Dirceu ataca "pena eterna" a Delúbio e defende volta

O deputado federal cassado José Dirceu defendeu ontem a volta do ex-tesoureiro Delúbio Soares ao PT

Um dia após participar no Rio de seminário da corrente petista Construindo um Novo Brasil (CNB), o deputado federal cassado José Dirceu defendeu ontem a volta do ex-tesoureiro Delúbio Soares ao PT.

No evento, circulou um abaixo-assinado pedindo o retorno ao PT de Delúbio, acusado de ser um dos principais operadores do mensalão.

Delúbio foi expulso do PT em 2005 e quer ser candidato a deputado federal por Goiás em 2010. Ele e Dirceu são réus no processo do mensalão no Supremo Tribunal Federal.

Para Dirceu, manter a expulsão de Delúbio seria aplicar "uma pena eterna". "Não existe pena eterna, não existe. É uma coisa medieval", disse ontem por telefone, de Nova York.

No seminário de anteontem, com a presença do presidente nacional do PT, Ricardo Berzoini, o ex-ministro da Casa Civil foi aplaudido de pé pelos cerca de 500 participantes.

Ontem, apesar de ressaltar que não integra o Diretório Nacional do partido --que decidirá em 23 de maio sobre o tema--, Dirceu afirmou que é necessário esperar o desfecho do caso na Justiça para não prejulgar Delúbio. Para ele, o antigo tesoureiro "tem o direito de reivindicar refiliação". Em 2005, Dirceu votou pela suspensão e contra a expulsão de Delúbio.

O ex-ministro minimizou, porém, a força e a influência de sua opinião na votação de maio. "No Diretório Nacional, ninguém vai votar pela minha opinião, ninguém. Zero. Esse é um assunto em que cada um tem uma posição, não precisa da minha opinião."

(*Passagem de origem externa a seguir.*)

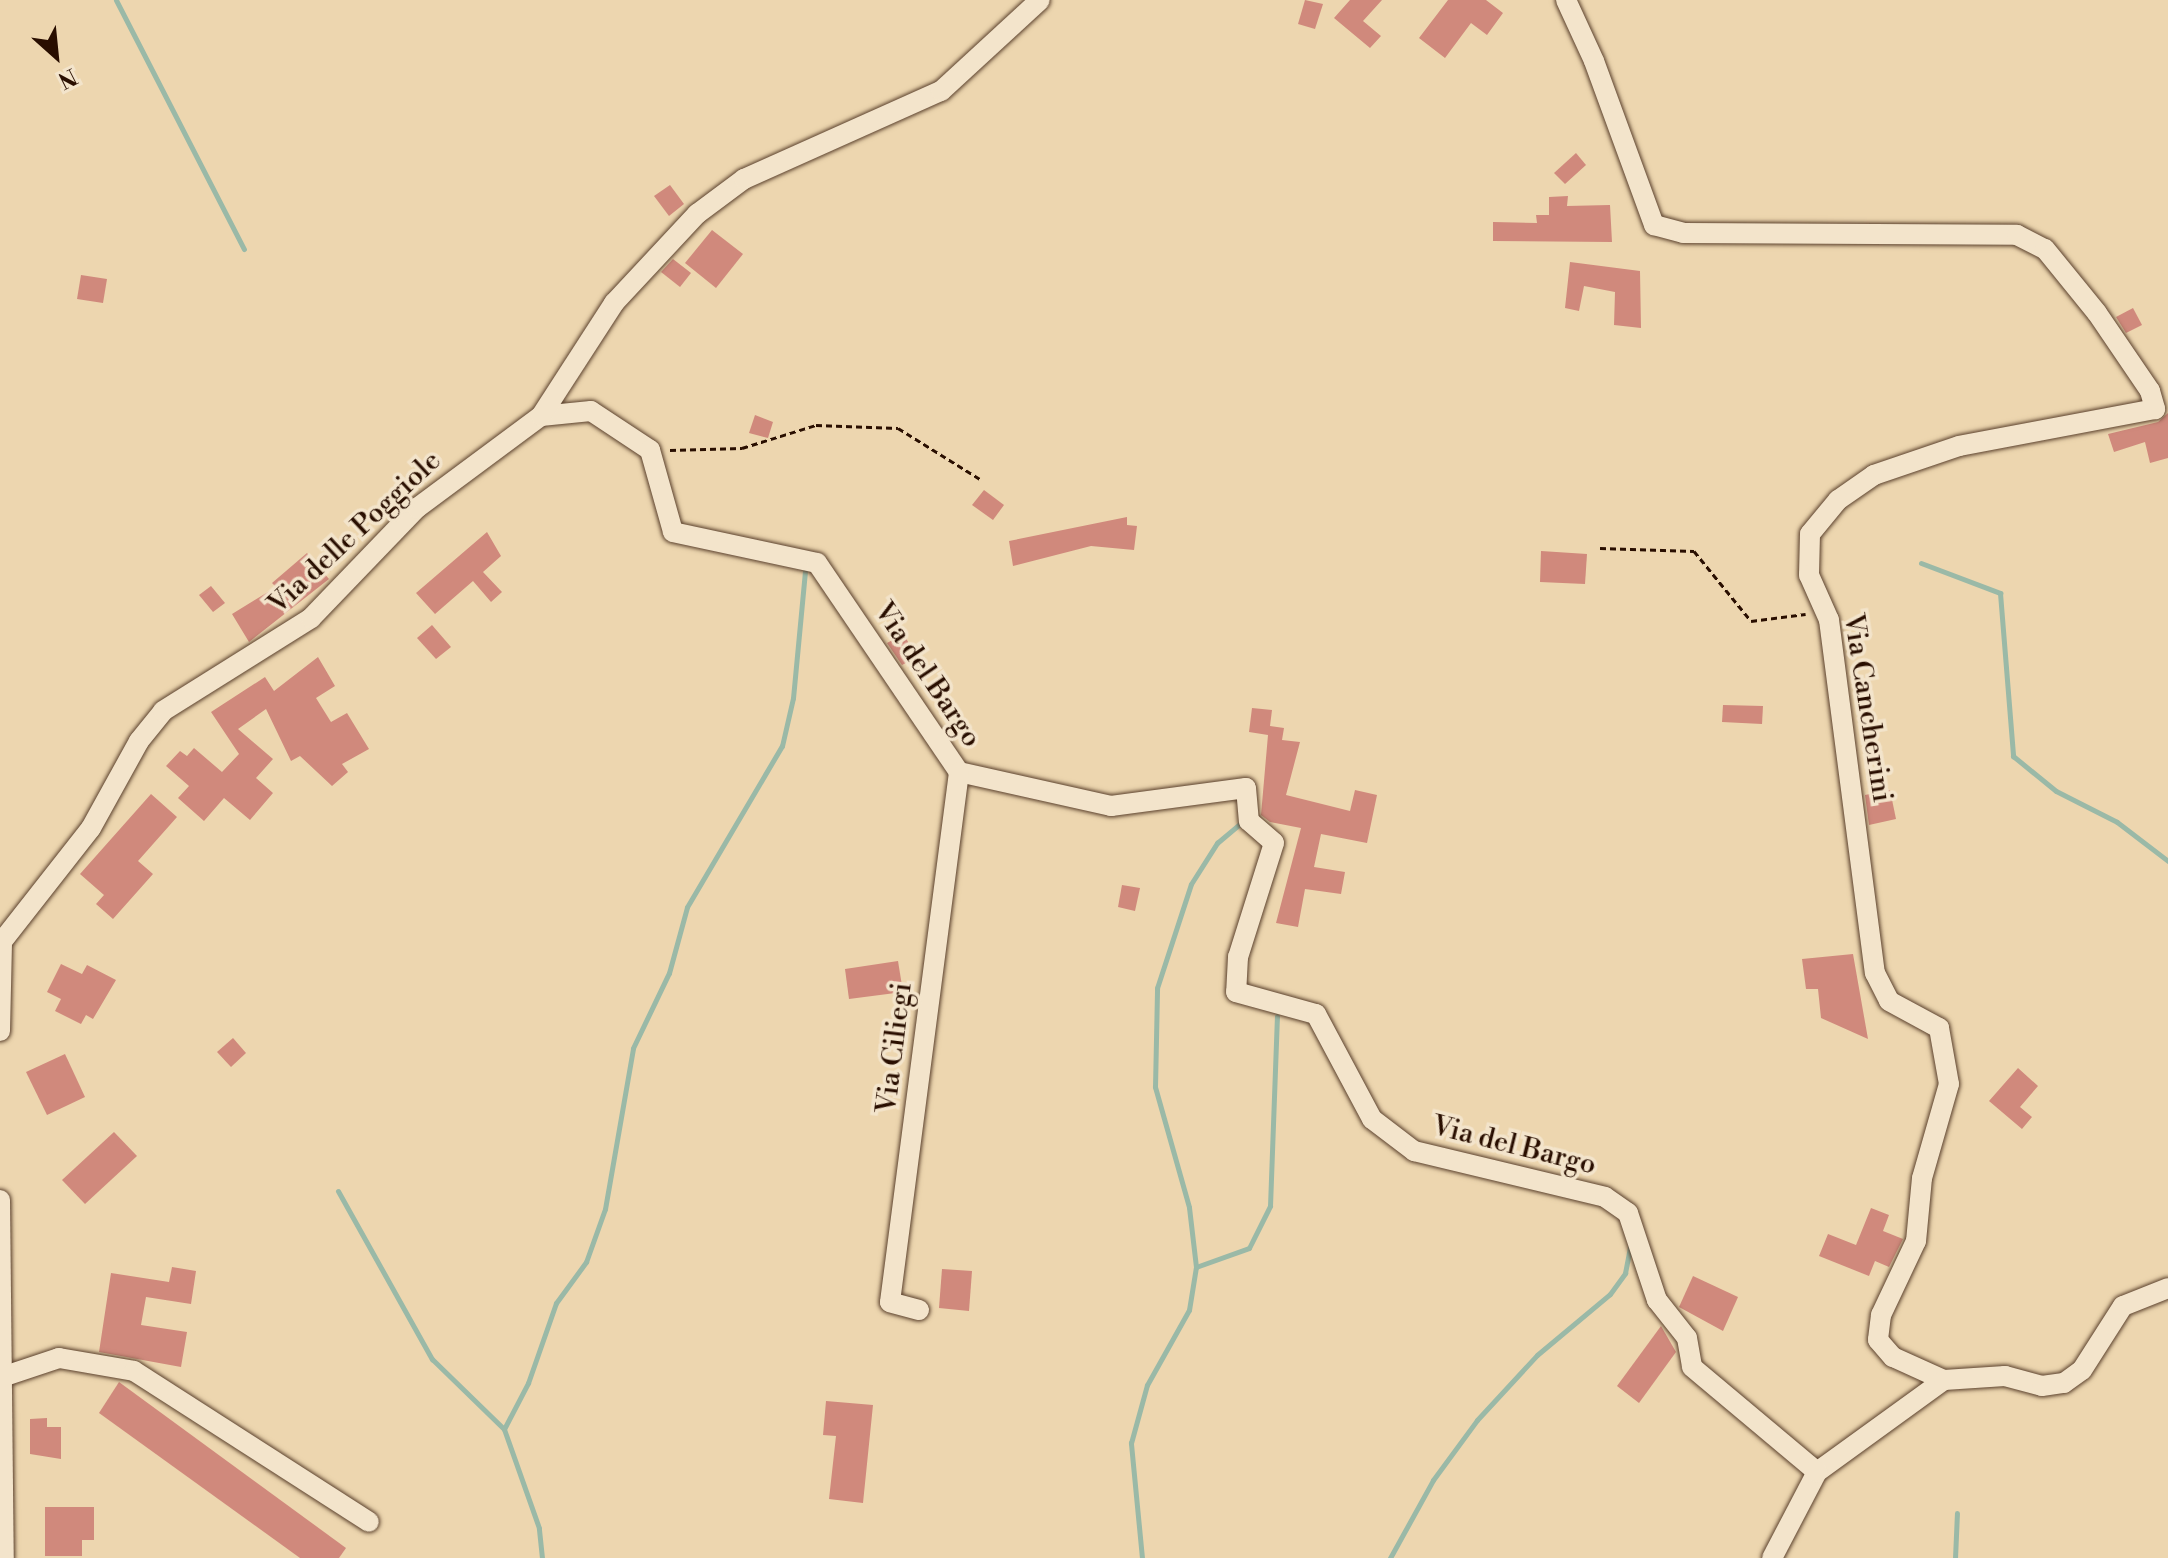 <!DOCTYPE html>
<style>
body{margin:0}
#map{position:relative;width:2168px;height:1558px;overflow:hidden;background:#edd6af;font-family:"Libre Bodoni",serif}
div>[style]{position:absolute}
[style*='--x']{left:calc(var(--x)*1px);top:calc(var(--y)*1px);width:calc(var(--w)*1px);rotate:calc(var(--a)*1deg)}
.stream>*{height:5px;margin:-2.5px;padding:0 2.5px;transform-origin:2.5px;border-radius:2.5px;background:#9ab9a7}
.building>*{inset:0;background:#d0897c}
.path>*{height:3px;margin-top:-1.5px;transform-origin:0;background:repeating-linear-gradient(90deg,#290e00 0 6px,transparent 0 10px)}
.roads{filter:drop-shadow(0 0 2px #5a402c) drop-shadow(0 0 2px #5a402c)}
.minor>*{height:20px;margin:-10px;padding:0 10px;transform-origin:10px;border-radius:10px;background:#f3e4cb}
span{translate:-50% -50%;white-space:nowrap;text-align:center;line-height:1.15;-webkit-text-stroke:7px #f3e4cb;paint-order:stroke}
.street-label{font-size:28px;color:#290e00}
.north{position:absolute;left:16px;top:16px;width:80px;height:80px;-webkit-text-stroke:6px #f3e4cb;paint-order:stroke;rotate:153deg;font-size:22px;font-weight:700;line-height:32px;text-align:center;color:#290e00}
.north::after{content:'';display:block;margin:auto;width:28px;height:36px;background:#290e00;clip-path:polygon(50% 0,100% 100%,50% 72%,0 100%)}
</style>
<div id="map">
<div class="stream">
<i style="--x:116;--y:0;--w:280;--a:62.8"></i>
<i style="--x:1921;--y:563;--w:85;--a:20.8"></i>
<i style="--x:2000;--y:593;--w:164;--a:85.4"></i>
<i style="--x:2013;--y:756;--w:55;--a:39.1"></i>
<i style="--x:2056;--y:791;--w:68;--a:26.9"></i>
<i style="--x:2117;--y:822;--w:64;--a:37.4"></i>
<i style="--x:338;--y:1191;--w:193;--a:60.8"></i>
<i style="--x:432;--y:1359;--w:100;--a:44.2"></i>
<i style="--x:1196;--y:1267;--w:56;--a:-19.7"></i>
<i style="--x:1249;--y:1248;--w:47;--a:-63.4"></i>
<i style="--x:1270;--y:1206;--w:190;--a:-87.9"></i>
<i style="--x:542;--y:1558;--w:30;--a:-96"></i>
<i style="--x:539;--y:1528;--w:105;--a:-109.5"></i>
<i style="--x:504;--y:1429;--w:52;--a:-62.4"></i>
<i style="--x:528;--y:1383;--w:85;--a:-70.7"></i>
<i style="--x:556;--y:1303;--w:51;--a:-53.8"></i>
<i style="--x:586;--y:1262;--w:56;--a:-70.3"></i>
<i style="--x:605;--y:1209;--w:163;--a:-80.1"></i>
<i style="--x:633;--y:1048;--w:83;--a:-64.4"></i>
<i style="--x:669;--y:973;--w:68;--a:-74.7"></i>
<i style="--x:687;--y:907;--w:187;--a:-59.5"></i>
<i style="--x:782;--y:746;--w:49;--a:-77.1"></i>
<i style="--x:793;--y:698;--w:127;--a:-84.6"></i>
<i style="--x:1142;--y:1558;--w:116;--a:-95.5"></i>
<i style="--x:1131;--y:1443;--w:60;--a:-74.6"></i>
<i style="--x:1147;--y:1385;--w:86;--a:-60.8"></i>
<i style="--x:1189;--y:1310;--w:44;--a:-80.8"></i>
<i style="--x:1196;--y:1267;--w:60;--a:-96.7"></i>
<i style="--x:1189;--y:1207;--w:125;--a:-105.8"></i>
<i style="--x:1155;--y:1087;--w:99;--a:-88.8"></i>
<i style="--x:1157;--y:988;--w:109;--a:-71.9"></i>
<i style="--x:1191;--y:884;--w:49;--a:-57.6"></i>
<i style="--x:1217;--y:843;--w:34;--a:-40"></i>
<i style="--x:1390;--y:1558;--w:89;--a:-61.1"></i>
<i style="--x:1433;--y:1480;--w:74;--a:-53.7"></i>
<i style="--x:1477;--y:1420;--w:88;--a:-47.3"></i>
<i style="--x:1537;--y:1355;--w:95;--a:-39.9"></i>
<i style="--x:1610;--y:1294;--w:26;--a:-54"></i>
<i style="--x:1625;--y:1273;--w:31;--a:-79"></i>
<i style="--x:1955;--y:1558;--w:45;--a:-87.5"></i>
</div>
<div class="building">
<i style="clip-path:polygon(1305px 0,1323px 4px,1315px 29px,1298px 24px)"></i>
<i style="clip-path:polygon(1350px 0,1382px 0,1363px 21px,1381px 36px,1370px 48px,1334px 18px)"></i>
<i style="clip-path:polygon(1448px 0,1486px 0,1503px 13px,1487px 35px,1471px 23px,1445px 58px,1419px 38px)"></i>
<i style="clip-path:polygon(1576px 153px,1586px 165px,1565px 184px,1554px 173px)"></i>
<i style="clip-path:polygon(670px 185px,684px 204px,669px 216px,654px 196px)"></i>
<i style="clip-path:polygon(1568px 196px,1567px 206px,1610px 205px,1612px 242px,1493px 241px,1493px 222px,1537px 223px,1536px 215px,1549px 215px,1549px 197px)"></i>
<i style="clip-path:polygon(712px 230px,743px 254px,716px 288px,685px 263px)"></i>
<i style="clip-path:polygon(673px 259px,691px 273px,680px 287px,661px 272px)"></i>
<i style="clip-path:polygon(1570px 262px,1640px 271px,1641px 328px,1614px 325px,1615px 292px,1584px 286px,1579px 311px,1565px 308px)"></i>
<i style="clip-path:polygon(81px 275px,107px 279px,103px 303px,77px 299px)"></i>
<i style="clip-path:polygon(2133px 308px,2142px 325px,2126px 333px,2116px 317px)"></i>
<i style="clip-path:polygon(2168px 413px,2168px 458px,2150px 463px,2145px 442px,2114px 452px,2108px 434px,2158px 422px)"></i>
<i style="clip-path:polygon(755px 415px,773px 422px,768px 438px,749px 433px)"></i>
<i style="clip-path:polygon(984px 490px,1004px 505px,993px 520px,972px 505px)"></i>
<i style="clip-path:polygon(1127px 517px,1127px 525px,1137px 526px,1134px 550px,1091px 546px,1013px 566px,1009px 541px)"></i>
<i style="clip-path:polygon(487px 532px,501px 556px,483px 572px,502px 592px,491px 602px,473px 581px,435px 614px,416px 593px)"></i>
<i style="clip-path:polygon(1541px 551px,1587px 554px,1585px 584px,1540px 582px)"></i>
<i style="clip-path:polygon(307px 553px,329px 579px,249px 642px,232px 614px,276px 587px,272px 583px)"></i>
<i style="clip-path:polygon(211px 586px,225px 603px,213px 612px,199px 595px)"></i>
<i style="clip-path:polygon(432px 625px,451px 647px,436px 659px,417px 638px)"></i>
<i style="clip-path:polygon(904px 634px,916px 658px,902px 665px,887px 643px)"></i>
<i style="clip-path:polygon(318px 657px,335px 686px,316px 698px,331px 722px,347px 713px,369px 749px,342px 764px,348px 772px,332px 786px,300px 756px,291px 761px,266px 709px,238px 729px,273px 759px,256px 778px,273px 793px,250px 820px,224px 798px,204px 821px,178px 798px,189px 786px,166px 766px,180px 751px,187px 756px,194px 748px,222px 772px,239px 754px,211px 712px,265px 677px,274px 691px)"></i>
<i style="clip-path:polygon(1723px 705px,1763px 706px,1762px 724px,1722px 722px)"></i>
<i style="clip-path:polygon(1252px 708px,1272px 710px,1270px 726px,1284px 728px,1282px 740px,1300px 742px,1286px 795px,1350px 811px,1355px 790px,1377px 795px,1367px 843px,1321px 834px,1314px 867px,1345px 872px,1341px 894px,1305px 889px,1298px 927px,1276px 923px,1301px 828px,1270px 822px,1261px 815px,1268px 735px,1249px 732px)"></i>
<i style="clip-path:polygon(1890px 790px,1896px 819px,1869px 825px,1865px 795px)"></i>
<i style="clip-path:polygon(151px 794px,177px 817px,138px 861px,153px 874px,113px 919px,96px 904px,104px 895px,80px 874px)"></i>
<i style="clip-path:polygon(1122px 885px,1140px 888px,1135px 911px,1118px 907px)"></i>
<i style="clip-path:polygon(1853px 954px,1868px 1039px,1821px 1018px,1818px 989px,1806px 989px,1802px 959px)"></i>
<i style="clip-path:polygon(898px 961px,903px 992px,849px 999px,845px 969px)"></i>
<i style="clip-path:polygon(61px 964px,82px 974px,87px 965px,116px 980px,93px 1019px,86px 1015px,81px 1024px,55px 1011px,61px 999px,47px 992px)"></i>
<i style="clip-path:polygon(233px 1038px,246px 1053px,231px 1067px,217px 1052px)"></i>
<i style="clip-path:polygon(65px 1054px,85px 1097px,47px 1115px,26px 1072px)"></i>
<i style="clip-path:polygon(2018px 1068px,2038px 1086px,2020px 1107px,2032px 1117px,2022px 1129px,1989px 1101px)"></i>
<i style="clip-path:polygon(114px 1132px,137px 1156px,85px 1204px,62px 1180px)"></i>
<i style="clip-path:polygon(1871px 1208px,1889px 1215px,1883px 1231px,1903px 1239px,1889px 1267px,1875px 1261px,1869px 1276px,1819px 1256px,1828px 1234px,1856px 1245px)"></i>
<i style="clip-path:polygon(172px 1267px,196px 1271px,191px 1304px,146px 1297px,141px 1325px,187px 1332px,181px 1367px,99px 1352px,111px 1273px,169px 1282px)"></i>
<i style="clip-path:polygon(942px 1269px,972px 1271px,969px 1311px,939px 1308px)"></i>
<i style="clip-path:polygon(1693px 1276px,1738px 1297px,1723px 1331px,1679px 1307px)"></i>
<i style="clip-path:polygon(1661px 1326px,1676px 1352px,1639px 1403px,1617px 1386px)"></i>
<i style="clip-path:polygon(119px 1382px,346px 1548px,339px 1558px,300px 1558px,99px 1413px)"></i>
<i style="clip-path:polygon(826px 1401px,873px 1405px,863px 1503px,829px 1499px,836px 1436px,823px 1435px)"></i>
<i style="clip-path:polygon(47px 1418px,47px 1427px,61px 1427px,61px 1459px,30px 1454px,30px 1419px)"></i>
<i style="clip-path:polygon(45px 1507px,94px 1507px,94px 1540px,82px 1540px,82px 1556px,45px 1556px)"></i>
</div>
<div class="path">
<i style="--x:670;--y:450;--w:72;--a:-1.6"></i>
<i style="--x:742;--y:448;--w:77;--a:-17.3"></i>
<i style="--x:816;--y:425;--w:82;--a:2.1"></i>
<i style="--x:898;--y:428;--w:97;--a:31.9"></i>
<i style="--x:1600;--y:548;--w:94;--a:1.8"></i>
<i style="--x:1694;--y:551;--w:90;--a:50.8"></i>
<i style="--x:1751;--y:621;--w:55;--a:-7.3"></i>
</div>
<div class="roads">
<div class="minor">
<i style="--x:1566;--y:0;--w:67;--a:65.3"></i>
<i style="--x:1594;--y:61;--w:175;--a:69.9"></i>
<i style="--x:1654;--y:225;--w:30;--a:15"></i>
<i style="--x:1683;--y:233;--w:334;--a:0.3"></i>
<i style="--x:2017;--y:235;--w:31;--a:27"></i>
<i style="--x:2045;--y:249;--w:82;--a:50.9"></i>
<i style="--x:2097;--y:313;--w:94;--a:55.8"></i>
<i style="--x:2150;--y:391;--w:19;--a:74"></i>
<i style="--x:2155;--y:409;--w:199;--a:169.3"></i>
<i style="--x:1959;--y:446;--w:90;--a:161.2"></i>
<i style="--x:1874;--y:475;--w:44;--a:145.2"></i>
<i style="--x:1838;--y:500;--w:44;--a:129.5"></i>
<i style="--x:1810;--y:534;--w:41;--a:91.4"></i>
<i style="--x:1809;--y:575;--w:49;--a:66"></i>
<i style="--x:1829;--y:620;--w:356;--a:82.6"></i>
<i style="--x:1875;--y:973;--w:31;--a:63"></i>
<i style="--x:1889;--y:1001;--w:57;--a:28.4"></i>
<i style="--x:1939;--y:1028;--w:57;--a:79.9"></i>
<i style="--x:1949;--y:1084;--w:98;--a:106"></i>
<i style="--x:1922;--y:1178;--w:63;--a:95.4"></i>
<i style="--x:1916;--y:1241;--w:82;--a:115.3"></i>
<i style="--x:1881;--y:1315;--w:25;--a:97"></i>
<i style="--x:1878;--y:1340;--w:23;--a:49"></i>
<i style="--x:1893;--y:1357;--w:56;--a:24.3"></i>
<i style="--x:1944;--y:1380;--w:157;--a:144.1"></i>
<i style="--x:1817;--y:1472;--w:97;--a:117.6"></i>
<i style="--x:541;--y:416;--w:50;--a:-5.7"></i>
<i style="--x:591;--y:411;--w:71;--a:33.5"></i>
<i style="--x:650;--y:450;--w:85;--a:74.3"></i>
<i style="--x:673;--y:532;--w:147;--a:12.1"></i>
<i style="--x:817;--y:563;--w:253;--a:55.8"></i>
<i style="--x:959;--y:772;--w:156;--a:12.6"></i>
<i style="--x:1111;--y:806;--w:136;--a:-7.6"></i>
<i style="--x:1246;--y:788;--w:33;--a:85"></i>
<i style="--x:1249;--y:821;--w:33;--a:41"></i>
<i style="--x:1274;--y:843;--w:120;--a:107.5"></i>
<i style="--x:1238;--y:957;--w:35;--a:93"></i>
<i style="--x:1236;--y:992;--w:83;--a:15.4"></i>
<i style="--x:1316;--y:1014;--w:119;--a:61.9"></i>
<i style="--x:1372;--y:1119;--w:53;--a:37.3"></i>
<i style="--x:1414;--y:1151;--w:196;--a:13.5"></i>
<i style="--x:1605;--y:1197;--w:28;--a:35"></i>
<i style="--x:1628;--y:1213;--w:92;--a:71.6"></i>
<i style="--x:1657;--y:1300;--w:48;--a:51.7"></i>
<i style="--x:1687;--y:1338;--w:29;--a:80"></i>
<i style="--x:1692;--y:1367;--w:163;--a:40"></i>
<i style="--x:0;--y:944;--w:147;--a:-51.9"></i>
<i style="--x:91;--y:828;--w:99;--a:-61.1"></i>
<i style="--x:139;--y:741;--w:38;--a:-51"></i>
<i style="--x:163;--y:711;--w:175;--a:-32.1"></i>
<i style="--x:311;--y:618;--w:153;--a:-46.1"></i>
<i style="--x:417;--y:508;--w:154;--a:-36.6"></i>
<i style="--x:541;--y:416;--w:135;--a:-57.1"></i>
<i style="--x:614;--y:303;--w:122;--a:-47"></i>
<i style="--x:697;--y:214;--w:59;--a:-36.7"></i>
<i style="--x:744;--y:179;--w:216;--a:-24.1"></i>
<i style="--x:941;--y:91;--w:134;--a:-42.6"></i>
<i style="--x:0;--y:1031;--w:89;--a:-88.7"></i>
<i style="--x:0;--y:1200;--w:358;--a:89.4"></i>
<i style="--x:919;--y:1310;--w:30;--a:-165"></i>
<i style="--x:890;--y:1302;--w:534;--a:-82.58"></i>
<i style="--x:2;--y:1377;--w:60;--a:-18.4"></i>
<i style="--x:59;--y:1358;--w:76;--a:9.8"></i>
<i style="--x:134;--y:1371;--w:279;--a:32.7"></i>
<i style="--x:1944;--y:1380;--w:61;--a:-3.8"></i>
<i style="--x:2005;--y:1376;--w:38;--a:15"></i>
<i style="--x:2042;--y:1386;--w:22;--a:-8"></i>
<i style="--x:2064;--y:1383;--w:22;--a:-36"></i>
<i style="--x:2082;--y:1370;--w:76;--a:-57.4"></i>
<i style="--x:2123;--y:1306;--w:48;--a:-21.8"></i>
</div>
</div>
<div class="street-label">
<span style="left:355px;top:533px;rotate:-43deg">Via delle Poggiole</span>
<span style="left:927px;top:675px;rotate:56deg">Via del Bargo</span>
<span style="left:1867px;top:708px;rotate:81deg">Via Cancherini</span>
<span style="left:895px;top:1048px;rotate:-83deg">Via Ciliegi</span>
<span style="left:1514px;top:1146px;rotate:14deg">Via del Bargo</span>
</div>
<div class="north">N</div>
</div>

Dirceu disse não ter visto ou assinado o abaixo-assinado durante o seminário no Rio.

Segundo o documento, o mensalão não existiu, Delúbio não se beneficiou pessoalmente do dinheiro de "recursos não contabilizados" e já ficou quatro anos afastado do partido.

75 dos 84 membros do Diretório Nacional do PT na semana passada, só pouco mais de um quarto (20) deles rejeitou categoricamente o retorno de Delúbio. A autorização para ele voltar depende da aprovação de maioria simples.